[Entries provided]

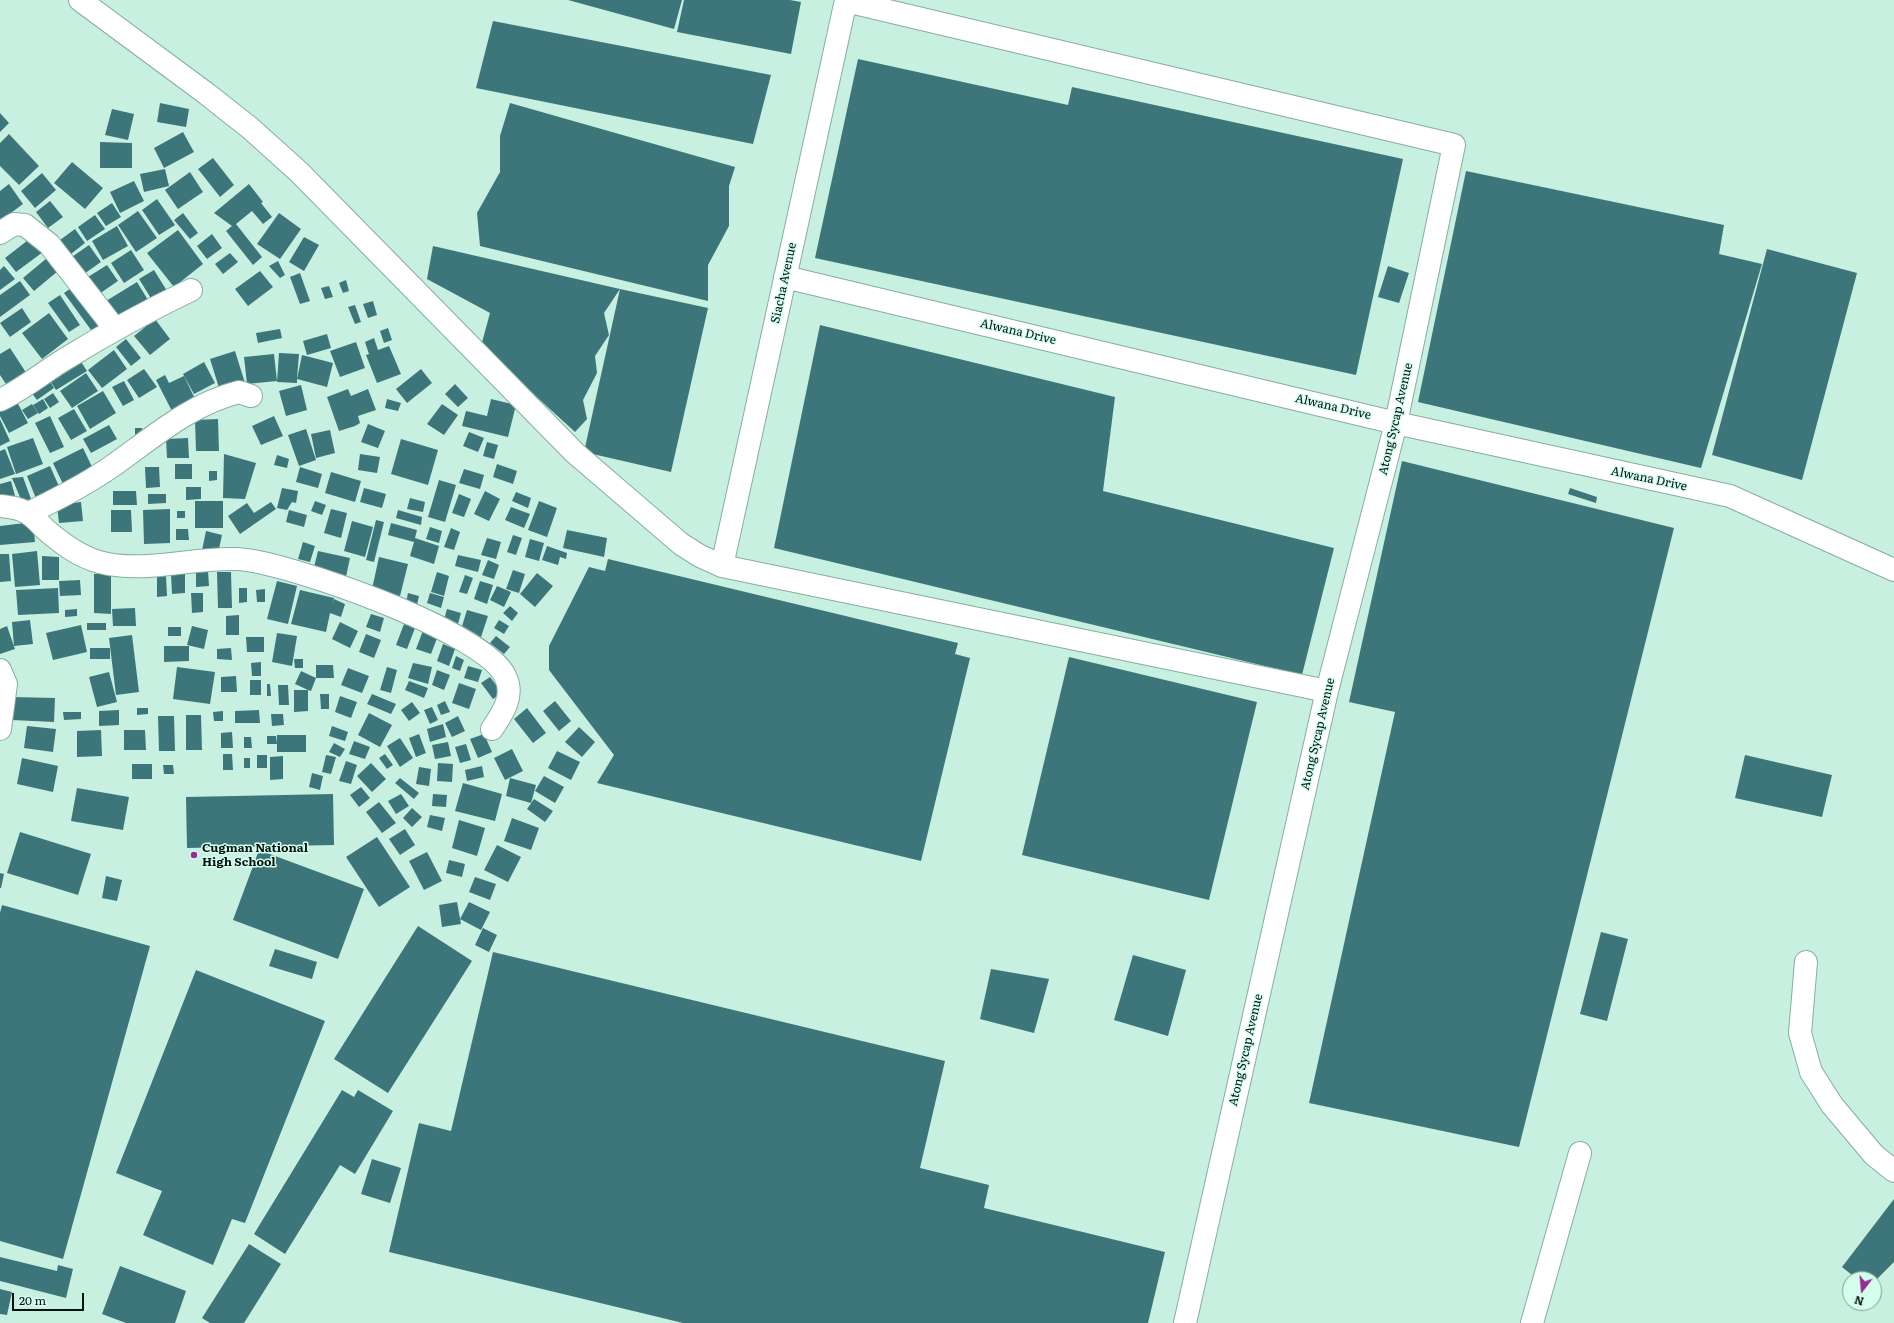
<!DOCTYPE html>
<style>
body{margin:0}
#map{position:relative;width:1894px;height:1323px;overflow:hidden;background:#c7f0e0;font-family:Literata,serif}
canvas{display:block}
.north{position:absolute;left:1842px;top:1271px;width:40px;height:40px;box-sizing:border-box;background:#d4feed;border:1px solid #81a094;border-radius:50%;rotate:196deg;font-size:11px;font-weight:700;line-height:16px;text-align:center;color:#05130e}
.north::after{content:'';display:block;margin:auto;width:14px;height:18px;background:#932d92;clip-path:polygon(50% 0,100% 100%,50% 72%,0 100%)}
.scale{position:absolute;left:12px;top:1293px;width:72px;height:18px;box-sizing:border-box;border:2px solid #05130e;border-top:0;padding-left:5px;font-size:12px;line-height:14px;white-space:nowrap;color:#05130e;-webkit-text-stroke:3px #d4feed;paint-order:stroke}
</style>
<div id="map">
<canvas width="1894" height="1323"></canvas>
<div class="north">N</div>
<div class="scale">20 m</div>
</div>
<script>
const ctx = document.querySelector('canvas').getContext('2d');
ctx.lineJoin = 'round';
function fill(path, color) {
  ctx.fillStyle = color;
  ctx.fill(path, 'evenodd');
}
function stroke(path, color, width, dash) {
  ctx.strokeStyle = color;
  ctx.lineWidth = width;
  ctx.lineCap = dash ? 'butt' : 'round';
  ctx.setLineDash(dash || []);
  ctx.stroke(path);
}
function write(font, color, halo, rows, align = 'center') {
  ctx.font = font + ' Literata,serif';
  ctx.lineWidth = 3;
  ctx.setLineDash([]);
  ctx.textBaseline = 'middle';
  ctx.strokeStyle = halo;
  ctx.fillStyle = color;
  for (const [text, x, y, turn = 0] of rows) {
    ctx.save();
    ctx.translate(x, y);
    ctx.rotate((+turn || 0) * Math.PI / 180);
    ctx.textAlign = isNaN(turn) ? turn : align;
    if (halo) ctx.strokeText(text, 0, 0);
    ctx.fillText(text, 0, 0);
    ctx.restore();
  }
}
fill(new Path2D(`
 M568 0H682L674 29Z
 M684 0H790L801 2 791 54 677 32Z
 M493 21 771 75 753 144 476 88Z
 M858 59 1068 105 1072 87 1403 159 1356 375 815 258Z
 M160 103 189 109 186 127 157 122Z
 M510 103 735 167 729 186V226L708 265V301L480 246 477 213 500 172V136Z
 M112 109 134 114 128 140 105 135Z
 M0 113 9 123 0 132Z
 M183 132 194 152 164 168 154 148Z
 M9 134 39 166 19 185 0 166V143Z
 M100 142 132 143V168H100Z
 M213 158 234 185 220 197 198 169Z
 M72 162 103 188 85 209 54 183Z
 M165 169 169 186 144 192 140 174Z
 M1466 171 1724 225 1719 254 1762 264 1701 468 1418 402Z
 M190 172 203 192 178 209 165 190Z
 M42 173 56 190 35 208 21 191Z
 M134 181 144 201 120 213 110 192Z
 M9 184 23 204 0 221V191Z
 M249 184 263 202 261 203 272 217 263 224 252 211 236 224 262 257 253 265 226 231 232 226 214 213Z
 M157 199 175 225 159 235 142 210Z
 M50 201 63 217 48 228 36 212Z
 M112 203 121 217 106 226 97 213Z
 M138 211 157 238 136 252 118 225Z
 M183 213 198 233 190 239 174 220Z
 M279 213 301 229 280 259 257 244Z
 M95 215 105 229 87 241 78 227Z
 M117 226 128 246 103 260 92 241Z
 M75 229 85 243 67 257 56 243Z
 M178 230 203 264 174 287 147 253Z
 M212 234 222 248 207 259 197 246Z
 M32 237 43 252 16 272 5 258Z
 M304 237 319 245 304 271 289 262Z
 M89 245 101 262 81 276 69 259Z
 M433 246 620 289 604 313 609 335 595 356 597 373 583 400 587 419 575 432 481 346 490 313 427 279Z
 M1767 249 1857 273 1802 480 1712 455Z
 M131 250 144 270 124 283 111 263Z
 M230 253 238 262 223 274 215 264Z
 M47 258 58 271 34 291 23 278Z
 M278 261 285 275 280 278 269 266Z
 M107 265 118 281 99 294 88 277Z
 M4 266 15 279 0 290V270Z
 M1388 266 1409 273 1399 303 1378 297Z
 M154 270 167 291 152 300 139 279Z
 M260 271 273 287 248 306 235 289Z
 M300 273 310 301 300 304 290 277Z
 M346 280 349 291 343 293 339 283Z
 M20 281 30 295 0 317V295Z
 M137 282 148 300 118 319 106 301Z
 M77 284 107 325 94 334 64 293Z
 M329 286 333 297 325 299 321 288Z
 M620 289 708 308 671 472 584 452Z
 M60 295 80 325 69 332 48 303Z
 M373 301 377 315 368 318 363 304Z
 M355 305 361 322 355 324 348 307Z
 M22 308 31 322 10 337 0 323Z
 M49 313 68 339 42 359 22 333Z
 M155 319 170 339 150 355 134 336Z
 M820 325 1115 397 1103 491 1334 548 1302 675 774 548Z
 M388 328 392 340 384 343 380 331Z
 M280 329 282 338 258 343 256 333Z
 M327 334 331 348 307 355 303 341Z
 M374 338 378 350 389 346 401 374 377 383 366 355 369 354 365 342Z
 M126 339 141 358 131 366 116 347Z
 M356 342 365 368 340 377 330 351Z
 M10 348 27 374 8 387 0 375V354Z
 M114 350 127 369 102 388 88 370Z
 M235 351 245 383 220 391 210 359Z
 M279 353 299 354 297 379 302 355 333 363 327 387 297 379V383L277 382Z
 M274 354 277 381 247 384 244 357Z
 M78 357 87 371 56 390 47 376Z
 M204 362 215 383 194 394 183 374Z
 M144 369 157 387 139 398 127 380Z
 M421 369 432 383 407 403 396 389Z
 M86 373 98 391 72 408 60 391Z
 M165 375 169 383 184 376 197 403 174 415 156 380Z
 M49 380 54 388 37 400 31 392Z
 M124 381 134 400 123 406 112 387Z
 M455 384 468 398 458 407 445 394Z
 M301 385 307 410 286 416 279 391Z
 M348 389 351 396 368 389 376 410 358 416 360 423 355 426 339 431 327 397Z
 M103 391 116 413 90 429 77 406Z
 M53 393 59 402 50 408 44 399Z
 M15 398 28 423 9 433 0 416V406Z
 M43 399 48 408 39 414 33 405Z
 M387 399 401 403 398 411 385 408Z
 M491 399 516 405 508 437 462 426 466 411 487 416Z
 M32 404 38 413 28 419 22 410Z
 M442 404 458 415 444 435 427 424Z
 M74 409 87 431 71 440 58 418Z
 M50 416 64 447 50 453 35 423Z
 M274 416 283 436 261 445 252 426Z
 M0 419 10 441 0 446Z
 M218 419 219 451H196L195 420Z
 M368 424 385 431 378 448 361 442Z
 M109 425 117 439 91 453 83 439Z
 M135 428H142L143 435H135Z
 M306 429 316 460 299 466 288 435Z
 M330 430 335 453 316 458 311 434Z
 M469 432 484 438 478 452 463 446Z
 M33 438 43 464 16 474 7 447Z
 M188 438 189 458H167L166 439Z
 M401 439 438 450 428 485 391 474Z
 M487 442 498 445 494 459 483 456Z
 M83 448 93 469 63 484 53 463Z
 M5 449 15 474 0 479V451Z
 M224 454 256 463 245 499 223 498Z
 M360 454 380 457 377 473 358 470Z
 M277 455 289 459 287 468 274 465Z
 M1402 461 1674 528 1519 1147 1309 1103 1395 712 1349 702Z
 M175 464H192V479H175Z
 M497 464 517 471 513 484 493 477Z
 M50 466 61 491 37 501 27 476Z
 M145 467H159L160 487 146 488Z
 M300 467 322 474 318 488 296 482Z
 M464 469 484 475 480 489 459 483Z
 M209 471H217V480L209 481Z
 M331 472 361 481 355 502 325 493Z
 M23 477 31 499 22 502 12 478Z
 M439 480 456 485 445 522 428 517Z
 M11 481 15 496 0 500V484Z
 M186 487H201V499L186 500Z
 M282 488 298 491 296 503 292 502 287 510 277 508Z
 M364 488 386 494 382 508 360 502Z
 M1570 488 1597 497 1596 503 1568 494Z
 M113 491H136L137 505H113Z
 M485 491 500 499 489 521 474 514Z
 M516 492 531 498 528 508 512 501Z
 M148 494H166V503L148 504Z
 M459 494 471 499 464 517 452 513Z
 M410 498 425 502 423 512 407 509Z
 M195 501H223V528H195Z
 M315 501 326 505 322 515 311 511Z
 M539 501 557 508 547 537 528 530Z
 M81 502 83 521 59 523 57 505Z
 M271 502 276 509 240 534 228 516 247 503 254 513Z
 M511 507 530 514 524 528 505 520Z
 M170 509V543L144 544 143 510Z
 M331 509 347 513 341 538 324 533Z
 M111 510H131L132 532H111Z
 M289 510 307 515 304 527 286 522Z
 M398 510 422 517 421 525 396 518Z
 M177 511H185V518H177Z
 M376 520 384 522 374 562 366 560Z
 M352 521 373 527 365 557 344 551Z
 M33 522 35 542 0 545V526Z
 M391 523 417 530 415 538 439 546 434 564 410 556 414 542 388 535Z
 M430 527 442 531 439 543 426 539Z
 M451 528 460 532 454 550 444 547Z
 M176 529H188L189 540H176Z
 M567 530 607 538 604 557 563 548Z
 M206 531 222 535 217 558 201 555Z
 M513 535 522 538 516 555 507 552Z
 M487 538 501 542 496 559 481 555Z
 M530 539 544 543 539 561 525 557Z
 M303 542 315 546 310 562 298 559Z
 M547 546 567 553 566 559 560 557 558 565 542 560Z
 M37 551 40 585 15 587 12 554Z
 M318 551 350 558 344 586 311 579Z
 M0 554H9L11 581 0 582Z
 M458 555 481 560 478 572 455 566Z
 M42 556 59 557V580H42Z
 M379 557 408 564 400 596 372 589Z
 M608 559 958 643 955 654 970 658 921 861 597 783 614 755 549 670V646L589 567 605 571Z
 M488 560 499 565 494 579 482 575Z
 M513 570 525 574 519 593 506 589Z
 M196 571H208L209 586 196 587Z
 M217 572H231L232 608H218Z
 M437 572 449 576 444 596 431 592Z
 M537 573 553 586 535 607 520 594Z
 M94 574H111V614L94 613Z
 M171 574H185V593L172 594Z
 M465 575 473 578 467 594 459 592Z
 M166 576 167 596 157 597V577Z
 M80 580 81 595 60 596 59 581Z
 M277 581 297 586 288 624 267 619Z
 M480 581 493 585 487 604 474 599Z
 M497 586 511 592 504 607 490 600Z
 M58 588 59 613 18 615 16 590Z
 M239 588H247V602L239 603Z
 M265 589V602H257L256 590Z
 M300 590 334 598 332 605 334 599 345 604 341 617 330 613 326 632 291 624Z
 M191 593H203V612L192 613Z
 M408 593 419 596 417 605 406 603Z
 M430 593 444 597 441 608 427 603Z
 M510 606 518 613 512 621 503 613Z
 M135 608 136 626H113L112 609Z
 M77 609V616L65 617V610Z
 M447 609 461 613 458 624 444 620Z
 M467 610 488 616 479 643 459 636Z
 M371 614 384 618 380 632 366 627Z
 M239 615V635H226V616Z
 M30 620 33 644 14 646 12 622Z
 M499 620 509 626 504 634 494 628Z
 M340 622 358 631 350 648 332 639Z
 M87 623H106V630H87Z
 M404 624 415 628 407 649 396 645Z
 M81 625 87 652 53 660 46 633Z
 M7 626 15 649 0 654V629Z
 M192 626 208 630 204 649 187 645Z
 M168 627H181V636H168Z
 M424 628 439 633 431 654 416 649Z
 M277 633 297 636 292 666 272 662Z
 M366 634 381 640 374 658 359 652Z
 M132 635 139 692 116 695 109 638Z
 M496 636 510 647 504 654 490 643Z
 M246 637H264V652H247Z
 M443 644 455 649 449 666 437 661Z
 M164 646H189V661L164 662Z
 M90 648H110V659H90Z
 M231 648 232 660 217 659V649Z
 M456 656 464 660 460 671 452 668Z
 M1069 657 1257 702 1209 900 1022 855Z
 M294 659H303V668H295Z
 M261 662V676H252L251 663Z
 M413 663 432 667 428 684 408 678Z
 M316 665H333L334 678H316Z
 M468 666 482 670 478 682 464 678Z
 M177 667 215 672 210 704 173 699Z
 M387 667 397 670 391 693 380 690Z
 M348 668 369 676 362 693 341 685Z
 M437 670 450 675 444 690 432 685Z
 M301 671 316 678 311 691 308 690V711L294 712V690H308L295 684Z
 M109 672 117 702 97 707 89 677Z
 M236 676 237 692H221V677Z
 M490 677 502 693 493 699 481 683Z
 M250 680H261V695H250Z
 M409 681 428 688 424 698 405 690Z
 M459 683 476 689 469 709 452 703Z
 M267 684H270L271 696H267Z
 M278 685H288L289 705H279Z
 M320 694H329V709H321Z
 M372 694 396 704 391 714 367 704Z
 M340 696 357 702 351 718 335 712Z
 M13 697 55 698 54 722 12 720Z
 M445 701 450 712 441 715 437 705Z
 M555 701 571 721 559 731 543 711Z
 M412 702 420 713 409 721 401 710Z
 M432 707 438 720 430 724 424 710Z
 M137 708H148V714L137 715Z
 M527 708 546 733 533 743 514 719Z
 M119 710V725L99 726V711Z
 M259 710 260 723H235V711Z
 M223 711V721H214L213 712Z
 M63 712H81V719L64 720Z
 M369 713 392 725 380 747 358 735Z
 M271 714H283L284 725 272 726Z
 M186 715H201L202 750H186Z
 M158 716H174L175 751H159Z
 M458 716 465 731 452 737 445 723Z
 M443 724 446 737 430 742 427 729Z
 M27 726 56 729 53 752 24 748Z
 M332 726 348 732 345 741 329 736Z
 M579 727 595 742 582 757 565 742Z
 M101 730 102 756 77 757V731Z
 M124 730H145L146 750H124Z
 M232 732 233 748H221V733Z
 M419 734 426 753 416 757 409 738Z
 M484 734 492 752 478 758 470 739Z
 M277 735H306V752H277Z
 M267 736H276L277 744H267Z
 M244 737H251L252 748H244Z
 M400 738 413 758 400 767 387 746Z
 M354 741 370 747 365 759 349 754Z
 M448 742 451 756 435 759 432 745Z
 M334 743 345 749 340 757 329 752Z
 M466 744 471 760 460 763 455 747Z
 M512 749 523 771 505 780 494 758Z
 M557 751 580 762 571 780 548 768Z
 M223 754H232L233 770H223Z
 M385 754 393 765 387 769 379 758Z
 M257 755H267V768H257Z
 M326 755 336 757 331 774 322 772Z
 M1745 755 1832 775 1822 817 1735 798Z
 M283 756V779L270 780V757Z
 M22 758 58 766 53 792 17 784Z
 M244 758H250V768H244Z
 M346 761 357 765 351 784 339 781Z
 M371 763 386 779 372 792 357 776Z
 M438 763 453 764 452 782 437 781Z
 M132 764H152V779H132Z
 M163 765H173L174 774H164Z
 M482 766 484 777 467 781 465 770Z
 M419 767 431 769 429 786 416 784Z
 M312 773 323 776 320 790 309 787Z
 M544 776 564 787 555 803 535 791Z
 M400 778 419 793 414 799 395 783Z
 M510 778 536 785 531 803 506 796Z
 M463 783 502 794 495 821 455 811Z
 M361 787 370 798 359 807 350 795Z
 M77 788 129 797 123 830 71 821Z
 M333 794 334 845 187 848 186 797Z
 M401 794 409 806 396 814 388 801Z
 M433 794 447 795 446 807 432 806Z
 M534 799 553 811 545 822 527 809Z
 M379 802 396 823 382 833 366 812Z
 M412 808 422 817 412 827 403 818Z
 M430 815 445 818 442 831 427 827Z
 M512 818 539 828 531 850 504 841Z
 M459 820 485 828 477 856 452 848Z
 M405 829 415 845 400 855 389 839Z
 M20 832 91 854 78 895 7 873Z
 M377 837 410 887 379 907 346 857Z
 M497 845 521 857 508 882 484 870Z
 M259 850 364 889 338 959 233 920Z
 M427 852 442 881 424 890 409 861Z
 M449 860 465 864 462 877 446 873Z
 M0 873 4 874 1 888H0Z
 M106 876 122 880 117 901 102 898Z
 M475 877 496 884 490 900 469 892Z
 M457 902 461 924 442 927 439 905Z
 M469 902 490 912 481 930 460 919Z
 M2 905 150 946 63 1259 0 1241V913Z
 M418 926 472 961 388 1093 334 1059Z
 M483 928 497 935 489 952 475 945Z
 M1601 932 1628 939 1607 1021 1580 1014Z
 M275 949 317 962 312 979 269 966Z
 M493 952 945 1061 920 1168 989 1185 984 1208 1165 1252 1148 1323H683L389 1252 419 1123 451 1131Z
 M1133 955 1186 970 1168 1036 1114 1020Z
 M991 969 1049 979 1034 1033 980 1019Z
 M196 970 325 1021 245 1223 232 1219 213 1265 143 1235 162 1191 116 1173Z
 M342 1090 354 1097 358 1090 393 1111 355 1174 340 1165 285 1254 254 1234Z
 M372 1159 401 1168 390 1203 361 1194Z
 M1894 1199V1262L1874 1282V1279H1857L1842 1267Z
 M249 1244 281 1264 244 1323H210L202 1318Z
 M0 1257 57 1271 58 1265 73 1269 66 1298 0 1281Z
 M120 1266 186 1291 175 1323H126L102 1314Z
 M0 1289 12 1292 7 1315 0 1314Z`), '#3d767a');
const minor = new Path2D(`
 M80 0 207 94 250 128 299 172 575 453 681 544 700 556 722 566 1327 691
 M846 1 1454 145 1396 423 1327 691 1185 1323
 M0 233 14 224 25 225 49 244 115 329
 M785 277 1396 423 1730 496 1894 570
 M0 400C22 390 41 374 62 361 104 335 147 311 191 290
 M0 506C10 507 21 508 29 514 35 518 40 524 45 529 61 543 78 556 99 562 144 574 192 557 237 559 286 561 485 632 505 676 515 695 503 713 492 729
 M29 513C57 499 85 485 111 467 151 439 190 404 239 392L251 396
 M722 566 846 0
 M0 670 6 684 0 729
 M1806 962 1800 1033 1811 1072 1832 1105 1874 1155 1894 1171
 M1532 1323 1580 1153`);
stroke(minor, '#87ae9f', 24);
stroke(minor, '#fff', 22);
for (const [x, y, r, color] of [
 [194,855,4,"#932d92"]
]) {
  const dot = new Path2D();
  dot.arc(x, y, r, 0, 2 * Math.PI);
  ctx.fillStyle = color;
  ctx.fill(dot);
  stroke(dot, '#d4feed', 1.5);
}
write('12px', '#05130e', '#d4feed', [
 ["Siacha Avenue",784,283,-78],
 ["Alwana Drive",1018,332,13],
 ["Alwana Drive",1333,407,13],
 ["Atong Sycap Avenue",1396,419,-77],
 ["Alwana Drive",1649,479,12],
 ["Atong Sycap Avenue",1318,734,-77],
 ["Atong Sycap Avenue",1246,1050,-77]
]);
write('bold 12px', '#05130e', '#d4feed', [
 ["Cugman National",202,848],
 ["High School",202,862]
], 'left');
</script>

[/Entries provided]

What this task involves: Among the entries above, the lines between the ones containing "ctx.strokeStyle = halo;" and "M100 142 132 143V168H100Z", inclusive, are to be transcribed exactly. No other line is to be given.

Solution to the exercise:
  ctx.strokeStyle = halo;
  ctx.fillStyle = color;
  for (const [text, x, y, turn = 0] of rows) {
    ctx.save();
    ctx.translate(x, y);
    ctx.rotate((+turn || 0) * Math.PI / 180);
    ctx.textAlign = isNaN(turn) ? turn : align;
    if (halo) ctx.strokeText(text, 0, 0);
    ctx.fillText(text, 0, 0);
    ctx.restore();
  }
}
fill(new Path2D(`
 M568 0H682L674 29Z
 M684 0H790L801 2 791 54 677 32Z
 M493 21 771 75 753 144 476 88Z
 M858 59 1068 105 1072 87 1403 159 1356 375 815 258Z
 M160 103 189 109 186 127 157 122Z
 M510 103 735 167 729 186V226L708 265V301L480 246 477 213 500 172V136Z
 M112 109 134 114 128 140 105 135Z
 M0 113 9 123 0 132Z
 M183 132 194 152 164 168 154 148Z
 M9 134 39 166 19 185 0 166V143Z
 M100 142 132 143V168H100Z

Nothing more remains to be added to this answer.